Chapitre 15*
Monts de la Mort.
Elma appréhendait. Elle luttait contre son angoisse grandissante à l’idée de se retrouver face à Phényxia et aux démons. La première et dernière fois lui revenait en mémoire depuis l’annonce de cette attaque prochaine.
La jeune femme jeta un œil à Serymar, concentré à travailler sur l’araignée mécanique et à effectuer divers tests qu’elle était incapable de comprendre, le rapport volé et le livre qu’Orën avait ramené à côté de lui.
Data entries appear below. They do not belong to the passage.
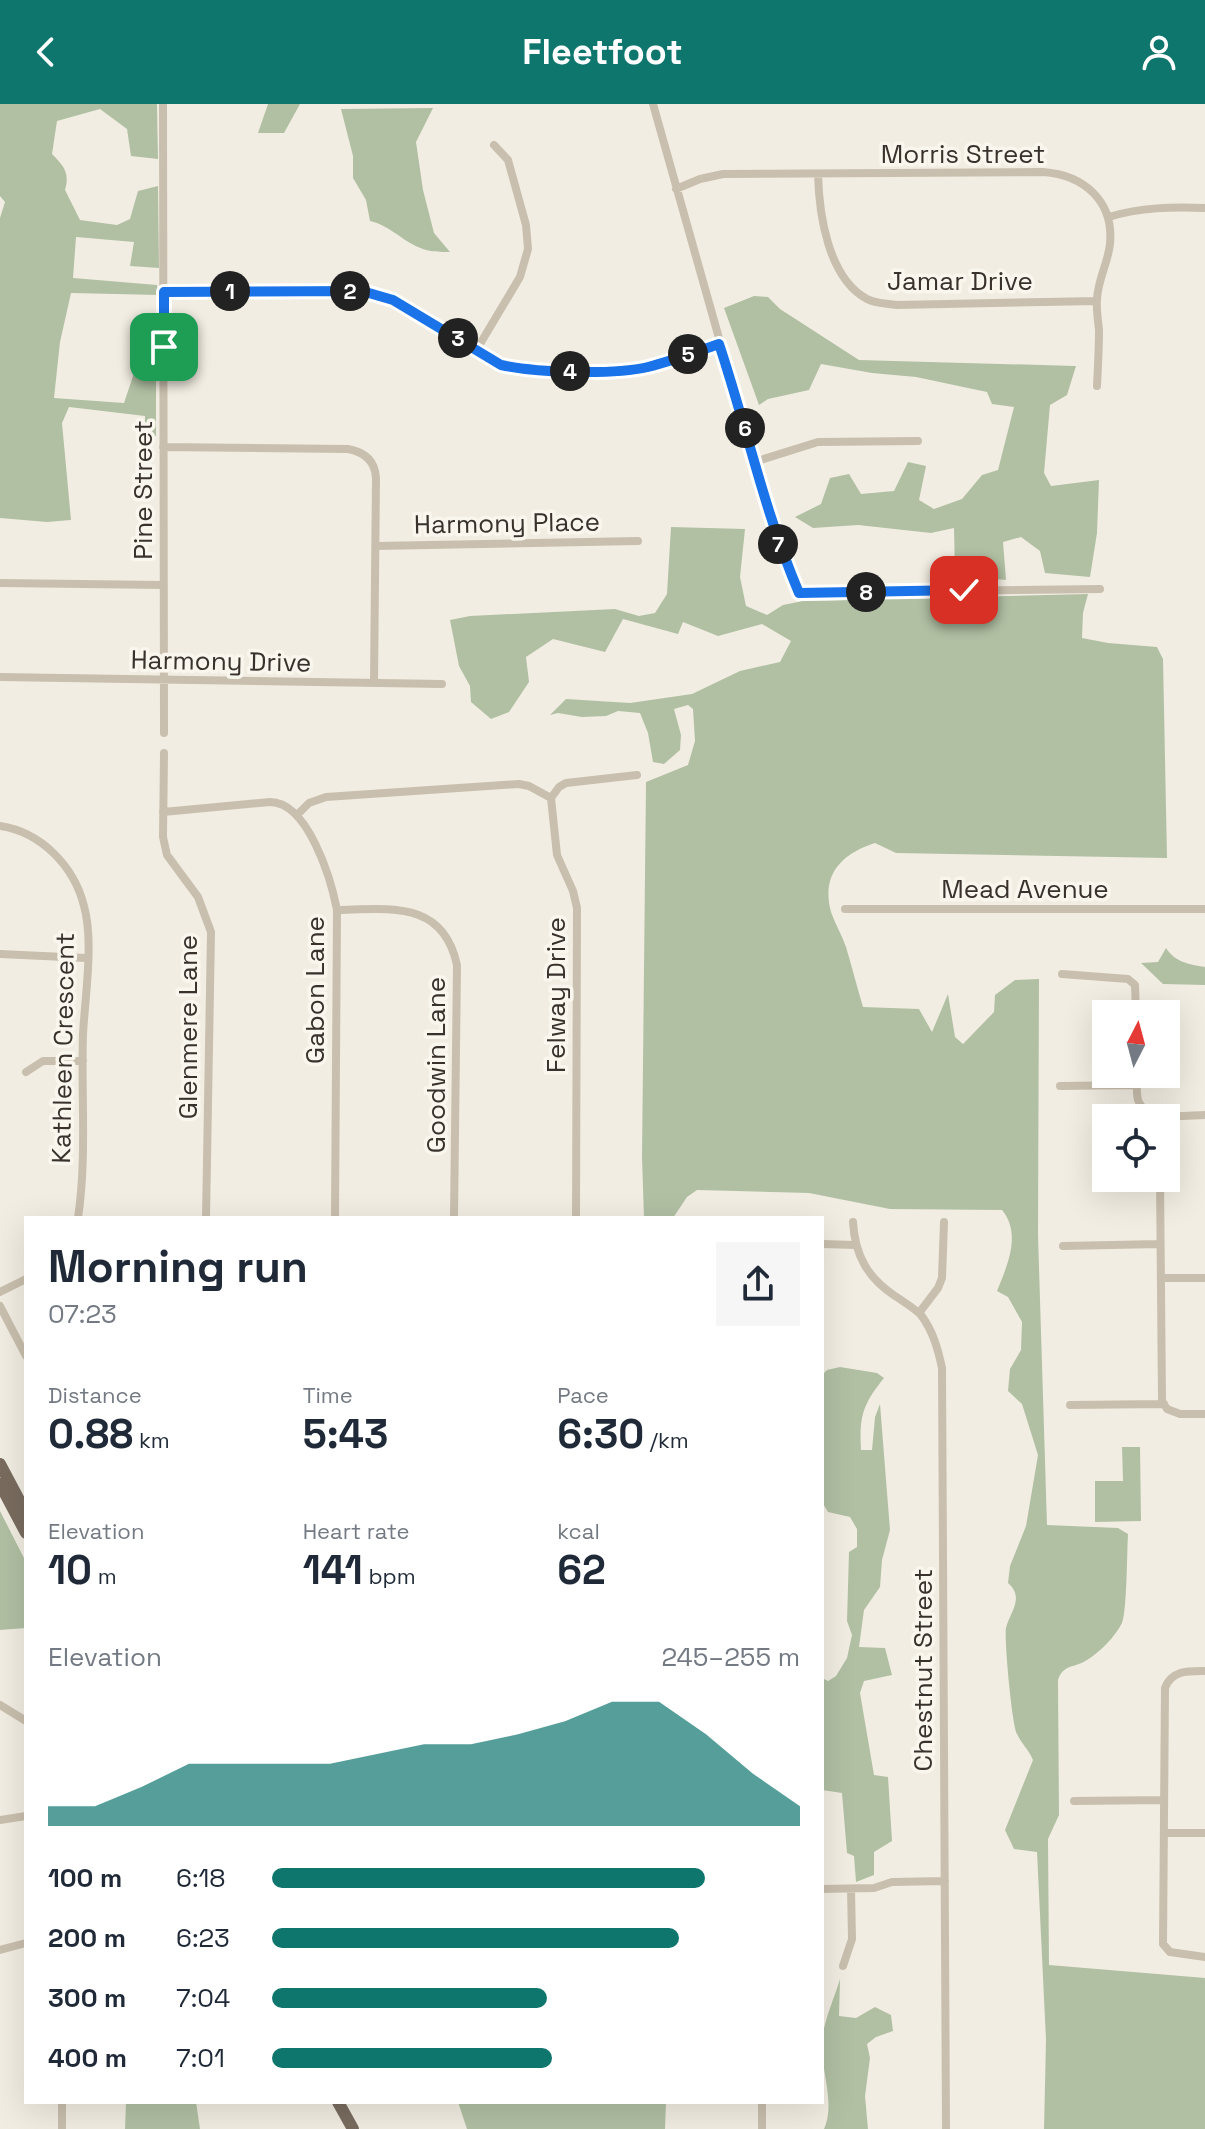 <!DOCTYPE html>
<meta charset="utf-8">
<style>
:root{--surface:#fff;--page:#f6f6f7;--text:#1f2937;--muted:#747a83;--accent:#0f766e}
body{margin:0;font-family:"Space Grotesk",sans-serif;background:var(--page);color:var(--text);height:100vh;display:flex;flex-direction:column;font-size:30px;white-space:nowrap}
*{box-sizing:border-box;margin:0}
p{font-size:26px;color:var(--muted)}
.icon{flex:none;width:44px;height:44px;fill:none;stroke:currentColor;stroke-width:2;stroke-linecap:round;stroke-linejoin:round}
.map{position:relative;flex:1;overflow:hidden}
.side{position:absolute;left:24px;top:1112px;width:800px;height:888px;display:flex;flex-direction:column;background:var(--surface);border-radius:0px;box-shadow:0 8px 32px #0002}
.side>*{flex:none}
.needle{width:52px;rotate:6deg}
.tools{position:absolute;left:1092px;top:896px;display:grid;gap:16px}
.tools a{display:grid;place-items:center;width:88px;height:88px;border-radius:0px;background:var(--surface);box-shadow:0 8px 32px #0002;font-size:40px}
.pin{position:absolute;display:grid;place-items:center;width:68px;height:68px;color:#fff;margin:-34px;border-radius:16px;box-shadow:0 4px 12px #0006}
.km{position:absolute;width:40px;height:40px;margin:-20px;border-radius:50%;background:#222;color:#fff;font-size:22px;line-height:40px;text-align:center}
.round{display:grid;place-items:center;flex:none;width:84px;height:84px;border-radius:0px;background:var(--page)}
.headline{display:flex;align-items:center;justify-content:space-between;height:136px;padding:0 24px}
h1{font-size:44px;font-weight:700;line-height:60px}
.figures{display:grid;grid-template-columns:repeat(3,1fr);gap:12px;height:136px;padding:8px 24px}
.figures div{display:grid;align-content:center}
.figures b{font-size:40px;font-weight:700}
.figures small{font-size:22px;font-weight:400}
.figures p{font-size:22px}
.chart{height:224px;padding:16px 24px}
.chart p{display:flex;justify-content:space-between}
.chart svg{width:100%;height:144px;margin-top:8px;fill:var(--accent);opacity:.7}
ul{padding:0 24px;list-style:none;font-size:26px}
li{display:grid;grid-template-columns:128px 96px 1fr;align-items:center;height:60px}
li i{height:20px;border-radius:10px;background:var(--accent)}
header{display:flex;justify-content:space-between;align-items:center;height:104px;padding:0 24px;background:var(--accent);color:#fff;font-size:36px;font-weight:700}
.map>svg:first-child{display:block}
.green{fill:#b1c0a3}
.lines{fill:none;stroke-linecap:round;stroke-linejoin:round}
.street{stroke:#c9bfae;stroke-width:8}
.primary{stroke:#796c5f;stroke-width:12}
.route-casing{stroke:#fff;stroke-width:16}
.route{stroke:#1a73e8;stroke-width:10}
.labels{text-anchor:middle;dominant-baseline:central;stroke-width:7;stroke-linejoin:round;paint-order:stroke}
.street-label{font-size:26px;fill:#39322c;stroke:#f9f6ee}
</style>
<header><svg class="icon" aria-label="back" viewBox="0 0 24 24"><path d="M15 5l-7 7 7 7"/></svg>Fleetfoot<svg class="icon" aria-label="person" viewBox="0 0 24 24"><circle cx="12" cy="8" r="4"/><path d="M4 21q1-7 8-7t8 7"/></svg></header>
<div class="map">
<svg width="1205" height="2025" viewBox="0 0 1205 2025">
<rect width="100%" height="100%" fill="#f2ede2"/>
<path class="green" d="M0,0H157L158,55L131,52L127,25L100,5L57,17L52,50C64,62 70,69 65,86L80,116L117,121L130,115L138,87L158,82L159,164L130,162L134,138L76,133L73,174L157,181L159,191L71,189L60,238L54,294L124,299L136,263L156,253V332L145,334V312L69,303L62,319L71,416L47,418L0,414V114L5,98L0,92Z
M268,0H300L284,29H258Z
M433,4L416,38L423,86L434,129L450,148C441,148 431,148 423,145C403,138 391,122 370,117L366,96L353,74V52L341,5Z
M754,192L768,193L780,205L859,256L1076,262L1067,291L1050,301L1044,369L1051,382L1099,376L1097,429L1090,473L1045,469L1040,447L1021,433L1003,438L1006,476L955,471L954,424L931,429L858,421L813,424L795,413L821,400L830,374L849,370L861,390L894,387L908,358L926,362L919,396L934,405L962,395L982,371L998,366L1014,303L992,300L987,288L916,273L872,269L821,260L809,286L768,295L759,301L724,204Z
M671,423L745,425L740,473L746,502L767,511L783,501L803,497L1088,490L1083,509L1082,534L1108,539L1157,543L1163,555L1167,754L896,749L875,739C841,750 821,771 831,808C835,820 842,831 846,843C852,863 857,883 863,903L919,905L932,928L948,890L955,933L963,940L994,908L995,891L1015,876L1039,875L1038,1131L1047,1421L1118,1424L1128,1430C1127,1447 1127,1507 1122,1519C1115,1533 1100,1548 1087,1556C1075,1564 1063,1560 1058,1576L1059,1711L1048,1735L1049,1861L1205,1874V2025H1044L1046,1936L1037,1748L1014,1745L1005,1726L1033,1656C1029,1646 1021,1639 1017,1630C1012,1620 1004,1535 1006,1524C1010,1508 1025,1494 1008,1479L1010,1462L1026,1422L1038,1351L1022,1300L1008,1287L1010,1265L1021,1246L1022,1218L1008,1193L997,1187C1007,1162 1022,1130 1002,1106L890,1105L809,1089L697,1086L687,1093L673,1114H644L642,1053L646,678L688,661L695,637L693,605L688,601L674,605L681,631L680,646L664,660L653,658L648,629L640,609L618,607L606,612L582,613L558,609L550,611L566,595L630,599L692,590L740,567L780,558L791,537L762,520L718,532L683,518L678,530L623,515L605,548L553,535L526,553L529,578L509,608L491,615L471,598L470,582L459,562L450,516L470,512L615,505L639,512L655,509L667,490Z
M1166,844C1176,859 1189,860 1205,863V881L1163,880L1141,859L1158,858Z
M840,1263L877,1269L884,1274C863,1300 859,1312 861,1346H872L875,1313L880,1300L890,1426L882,1456L880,1483L864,1506L859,1543L885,1544L892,1571L864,1577L860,1589L874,1671L888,1673L892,1737L874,1748V1771L856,1778L854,1752L847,1749L842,1689L822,1686V1574L828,1577L836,1572L847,1554L852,1531L847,1517L849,1448L857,1443V1425L850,1413L828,1408L822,1398V1271L827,1266Z
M1122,1343H1140L1141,1417L1095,1418V1377H1123Z
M0,1407L26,1458V1524L0,1526Z
M840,1875L839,1912L856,1914L875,1903L891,1911L893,1927L876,1933L867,1940L870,1954L865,1992L868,2025H824C836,1999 820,1965 822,1937C824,1916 834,1895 840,1875Z
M126,1998H196L200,2025H125Z
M458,1998H666L665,2025H467Z"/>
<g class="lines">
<path class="street" d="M163,0L164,629
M653,0L768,408L778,439L799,489L1100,485
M818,70C819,110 828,174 867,195C876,200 887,199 897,201L1097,197
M676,85L700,75L723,70L1043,68C1084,71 1114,97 1110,140C1108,159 1098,175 1097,195C1096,205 1098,215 1099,226C1099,244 1098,263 1097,282
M1109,113C1140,103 1173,103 1205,104
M164,188L362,187L393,196L501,261L518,265H629L647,263L719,240
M477,245L520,173L528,145L526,121L508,56L494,41
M163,343L348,345C365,348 375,357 376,374L374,579
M754,358L818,338L918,337
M376,442L638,437
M0,479L163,481
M0,573L442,580
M164,649L163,733L167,751L198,793L211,828L206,1114
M551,694L559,683L566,679L637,671
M163,708L270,698C308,698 331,775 337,806L335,1114
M298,710L309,699L326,693L519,680L529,682L551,694L557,751L573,787L577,804L576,1114
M0,722C41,728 74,762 84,802C94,837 85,893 83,930C81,991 87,1054 78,1114
M845,805H1205
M337,806C390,805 443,796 457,861L454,1114
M0,850L86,854
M1062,870L1128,875L1135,881L1136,910
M26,968L43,957H83
M1137,970C1137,978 1136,988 1138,996C1146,1019 1187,1011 1205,1011
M1060,982L1137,981
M1160,1074L1162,1297L1167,1305L1180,1310H1205
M853,1118C855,1152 868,1174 895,1192C904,1198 914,1204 921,1211C933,1227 938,1245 942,1264L946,2025
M822,1140L855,1141
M1063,1142L1160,1140
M1161,1174H1205
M0,1188L26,1175
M0,1202L26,1252
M919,1209L938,1184L942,1174L944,1118
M1070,1301L1164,1300
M1205,1567C1188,1567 1172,1566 1165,1584L1163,1840L1170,1848L1205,1853
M0,1601L26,1617
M1074,1697L1164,1696
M0,1716L26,1712
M1164,1729H1205
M822,1785L874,1784L892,1778L945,1777
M0,1846L26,1839
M843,1862L852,1835L851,1785
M762,1998V2025
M62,2025V1998"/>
<path class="primary" d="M0,1360L26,1409
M0,1380L26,1429
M338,1998L353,2025"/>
</g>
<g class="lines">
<g class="route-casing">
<path id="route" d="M164,243V188L362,187L393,196L501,261C537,269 613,271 648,263C672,257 696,248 719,240C747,324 764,407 799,489L964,486"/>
</g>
<use href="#route" class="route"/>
</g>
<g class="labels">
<g class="street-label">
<text x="963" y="50">Morris Street</text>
<text x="960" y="177">Jamar Drive</text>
<text transform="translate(143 386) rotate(-90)">Pine Street</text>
<text transform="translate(507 419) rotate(-1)">Harmony Place</text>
<text transform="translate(221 557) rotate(1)">Harmony Drive</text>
<text x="1025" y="785">Mead Avenue</text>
<text transform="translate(315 886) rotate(-90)">Gabon Lane</text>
<text transform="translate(556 891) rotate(-90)">Felway Drive</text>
<text transform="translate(188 923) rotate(-90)">Glenmere Lane</text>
<text transform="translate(63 944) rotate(-89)">Kathleen Crescent</text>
<text transform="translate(436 961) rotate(-90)">Goodwin Lane</text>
<text transform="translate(923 1566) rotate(-90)">Chestnut Street</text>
</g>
</g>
</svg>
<div class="tools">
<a><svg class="needle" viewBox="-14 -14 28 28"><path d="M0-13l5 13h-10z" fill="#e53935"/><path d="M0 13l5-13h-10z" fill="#747a83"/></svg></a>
<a><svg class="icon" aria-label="locate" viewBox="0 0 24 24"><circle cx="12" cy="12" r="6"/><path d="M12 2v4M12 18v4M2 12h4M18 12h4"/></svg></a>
</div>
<div class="pin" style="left:164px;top:243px;background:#1e9e55"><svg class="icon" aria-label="arrive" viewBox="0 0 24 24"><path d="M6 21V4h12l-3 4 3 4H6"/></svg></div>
<div class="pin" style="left:964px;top:486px;background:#d93025"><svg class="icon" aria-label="check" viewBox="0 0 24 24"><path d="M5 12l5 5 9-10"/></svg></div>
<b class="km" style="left:230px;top:187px">1</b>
<b class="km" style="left:350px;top:187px">2</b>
<b class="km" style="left:458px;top:234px">3</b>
<b class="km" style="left:570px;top:267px">4</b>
<b class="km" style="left:688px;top:250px">5</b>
<b class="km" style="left:745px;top:324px">6</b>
<b class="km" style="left:778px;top:440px">7</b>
<b class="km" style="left:866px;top:488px">8</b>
<section class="side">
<div class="headline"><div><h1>Morning run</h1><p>07:23</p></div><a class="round"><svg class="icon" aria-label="share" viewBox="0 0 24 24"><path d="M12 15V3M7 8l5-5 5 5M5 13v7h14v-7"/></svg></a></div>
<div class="figures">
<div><p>Distance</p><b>0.88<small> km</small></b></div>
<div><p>Time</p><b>5:43</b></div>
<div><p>Pace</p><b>6:30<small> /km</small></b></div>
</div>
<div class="figures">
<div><p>Elevation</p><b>10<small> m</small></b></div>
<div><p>Heart rate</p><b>141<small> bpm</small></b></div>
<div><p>kcal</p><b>62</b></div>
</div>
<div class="chart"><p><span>Elevation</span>245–255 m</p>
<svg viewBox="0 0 160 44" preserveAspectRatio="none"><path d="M0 44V38L10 38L20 32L30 25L40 25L50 25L60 25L70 22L80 19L90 19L100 16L110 12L120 6L130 6L140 16L150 28L160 38V44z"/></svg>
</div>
<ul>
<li><b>100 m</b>6:18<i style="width:82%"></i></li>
<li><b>200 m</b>6:23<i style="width:77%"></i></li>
<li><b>300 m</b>7:04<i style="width:52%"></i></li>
<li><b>400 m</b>7:01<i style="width:53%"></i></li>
</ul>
</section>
</div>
Elle admirait sa capacité à comprendre aussi vite des sujets qu’il ne maîtrisait pourtant pas. Elma avait jeté un œil au livre par curiosité, tout lui était apparu comme un charabia incompréhensible.
Il se leva, ferma le rapport et une forte odeur de brûlé envahit la pièce. Le projet « Dragons » se consuma jusqu’à devenir un tas de cendres.
« Brûler ce qui appartient au passé, pour tourner la page et avancer. C’est bien son style. »
Cela rappelait à Elma les premières semaines où elle avait été aux côtés de Serymar. Il l’avait forcée à brûler ses guenilles, concluant ce rituel par ces mots : « Désormais, tu es une autre personne. » La jeune femme était soulagée d’avoir retrouvé Serymar comme elle le connaissait au moment de leur rencontre, après ces deux décennies.
Deux mains sur ses épaules la tirèrent de ses pensées.
— Ton appréhension est palpable, entendit-elle. Aurais-tu peur ?
— Bien entendu. Je ne suis qu’une Sans-Pouvoir. Mon dernier affrontement avec Phényxia n’a pas été très glorieux. Je vais te gêner dans cet affrontement à venir.
Serymar demeura silencieux, tira une chaise pour s’installer en face d’elle.
— Tu as réussi pas mal de choses en tant que Sans-Pouvoir.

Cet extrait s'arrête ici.